Dalam keputusan itu disebutkan bahwa penghentian ekspor pasir laut akan ditinjau kembali setelah tersusunnya program pencegahan kerusakan terhadap pesisi dan pulau-pulau kecil serta adanya penyelesaian penetapan batas wilayah laut antara Indonesia dengan Singapura.
Di sisi lain, mengutip South China Morning Post menulis laporan berjudul “Singapura mujur usai Indonesia cabut larangan ekspor pasir laut yang berlangsung 20 tahun”. Dalam laporannya, media asing ini menyebut pencabutan larangan ekspor pasir laut selama 20 tahun dapat membantu proyek perluasan lahan di Singapura.
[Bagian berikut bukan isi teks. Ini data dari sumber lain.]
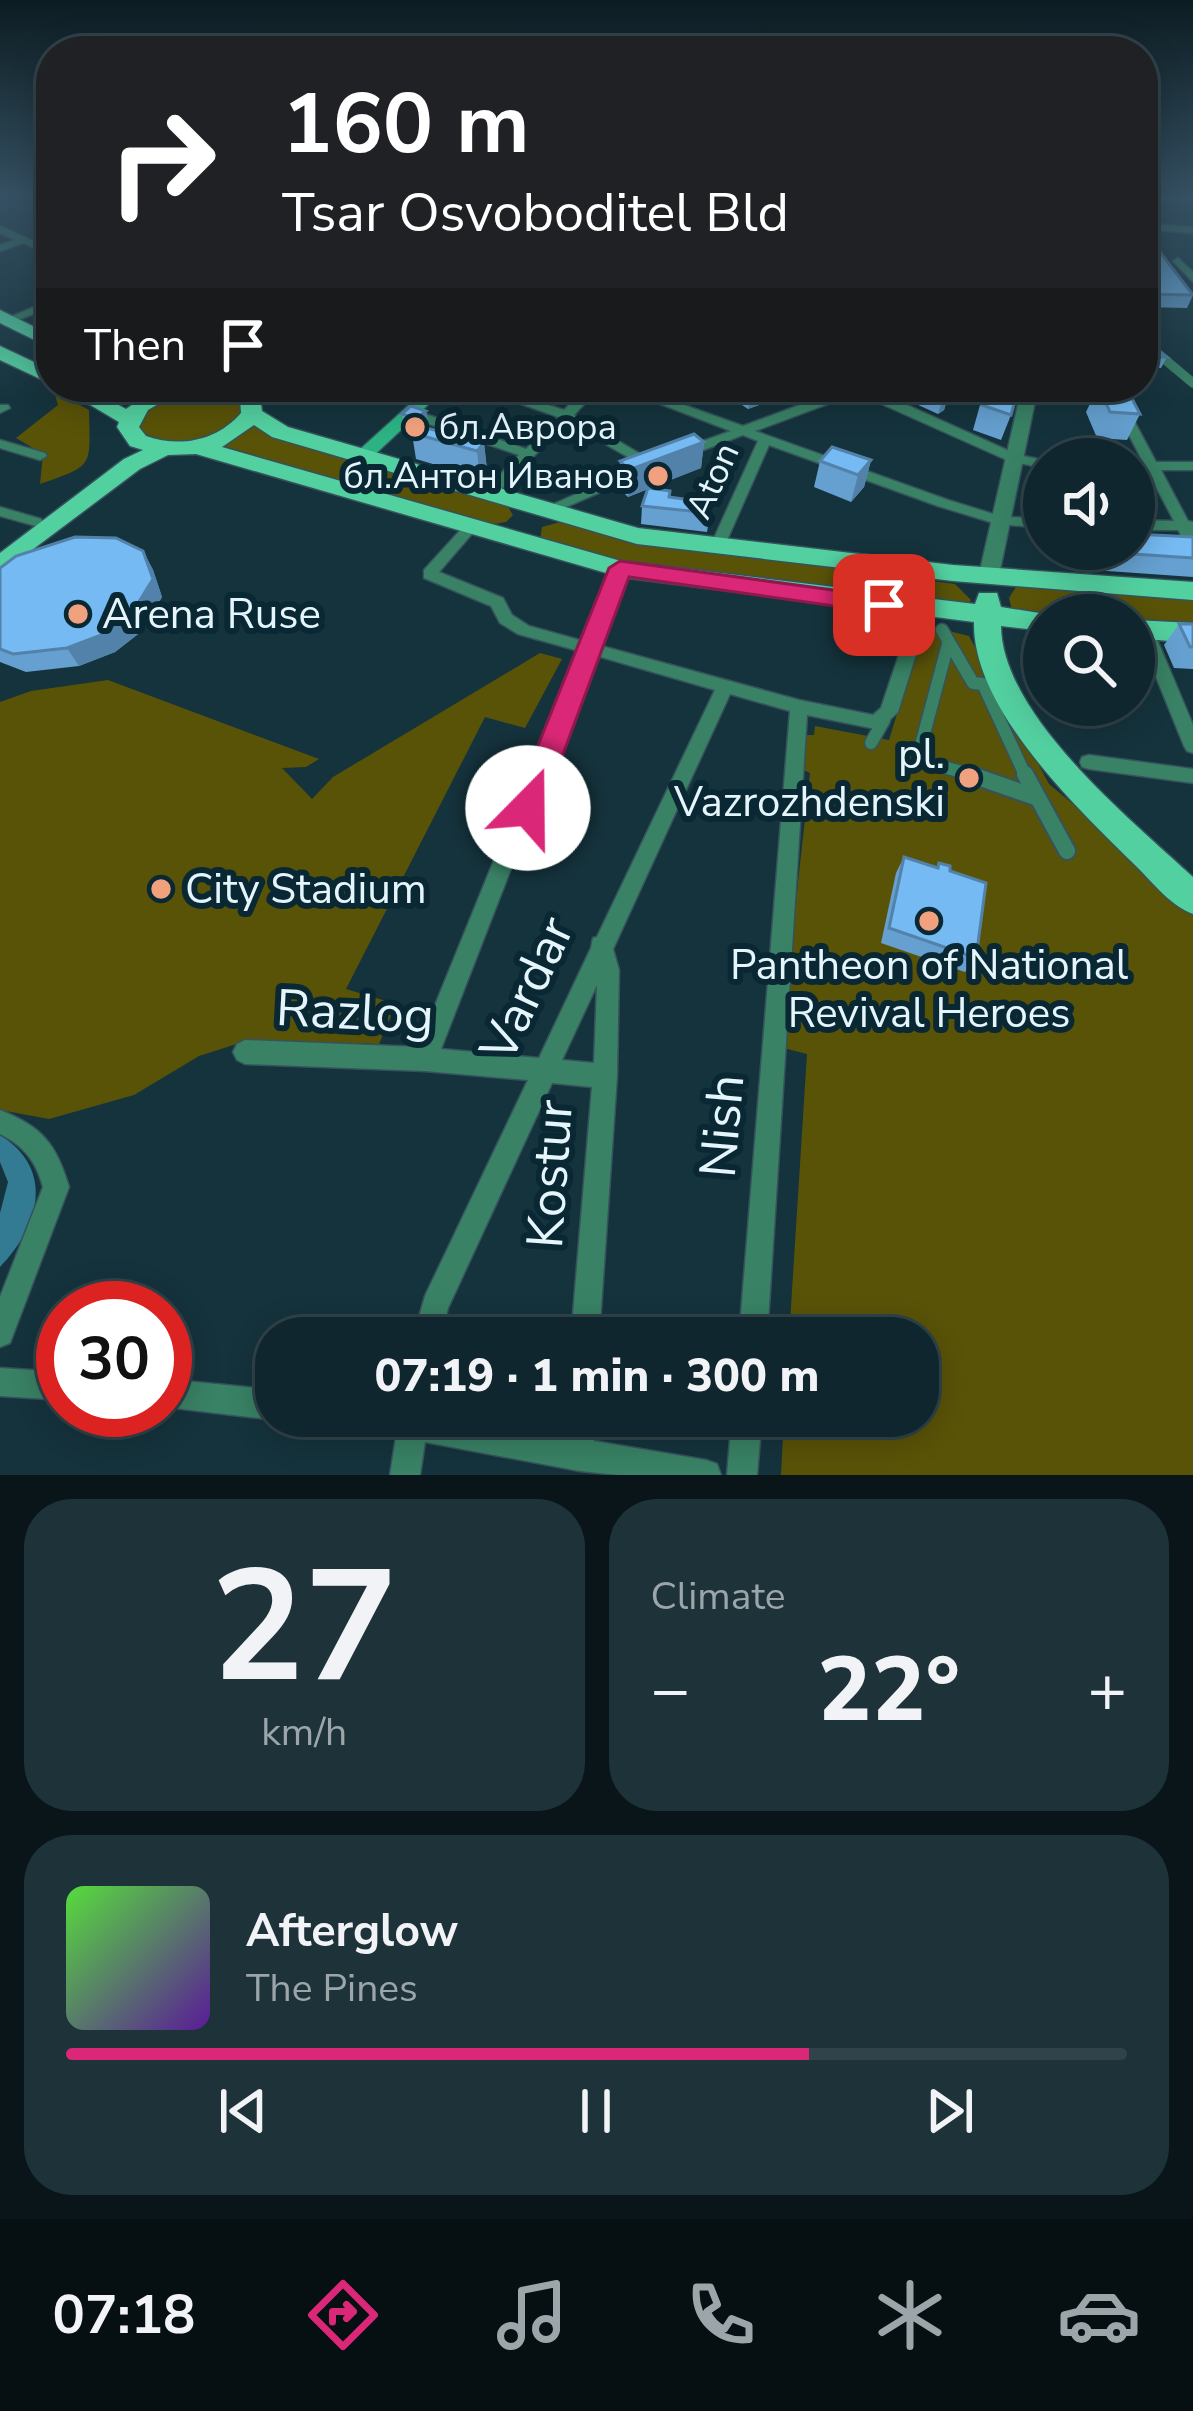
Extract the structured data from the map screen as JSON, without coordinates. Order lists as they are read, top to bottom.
{
  "streets": {
    "street": [
      "Aton",
      "Vardar",
      "Razlog",
      "Nish",
      "Kostur"
    ]
  },
  "crossings": [
    ["Vardar", "Razlog"],
    ["Vardar", "Kostur"],
    ["Razlog", "Kostur"]
  ],
  "places": [
    "бл.Аврора",
    "бл.Антон Иванов",
    "Arena Ruse",
    "pl. Vazrozhdenski",
    "City Stadium",
    "Pantheon of National Revival Heroes"
  ],
  "page": {
    "turn": ["160 m", "Tsar Osvoboditel Bld"],
    "then": "Then",
    "limit": "30",
    "trip": "07:19 · 1 min · 300 m",
    "tile": [
      ["27", "km/h"],
      "Climate"
    ],
    "heat": ["−", "22°", "+"],
    "song": ["Afterglow", "The Pines"],
    "tabs": "07:18"
  }
}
Meski demikian, pencabutan larangan itu memicu kekhawatiran di kalangan pencinta lingkungan tentang habitat laut. Sebelum pelarangan, Indonesia adalah pemasok utama pasir laut Singapura untuk perluasan lahan dengan pengiriman rata-rata lebih dari 53 juta ton per tahun antara tahun 1997 dan 2002.
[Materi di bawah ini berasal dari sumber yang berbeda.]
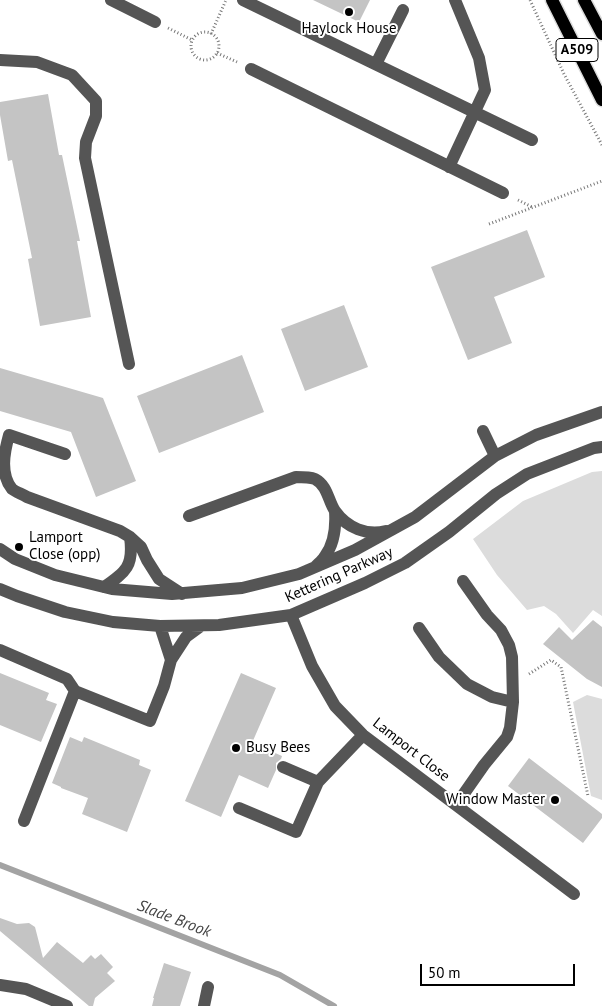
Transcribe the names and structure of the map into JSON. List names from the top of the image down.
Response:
{
  "streets": {
    "main road": ["A509"],
    "street": ["Kettering Parkway", "Lamport Close"]
  },
  "crossings": [
    ["Kettering Parkway", "Lamport Close"]
  ],
  "water": ["Slade Brook"],
  "places": [
    "Haylock House",
    "Lamport Close (opp)",
    "Busy Bees",
    "Window Master"
  ],
  "scale_bar": "50 m"
}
Menurut laporan Perserikatan Bangsa-Bangsa pada tahun 2019, Singapura adalah importir pasir laut terbesar di dunia dan dalam dua dekade sebelumnya telah mengirimkan 517 juta ton pasir dari negara tetangganya. Sementara itu, Malaysia telah melarang ekspor pasir laut pada 2019, padahal Malaysia merupakan pemasok terbesar Singapura. (Slv/*)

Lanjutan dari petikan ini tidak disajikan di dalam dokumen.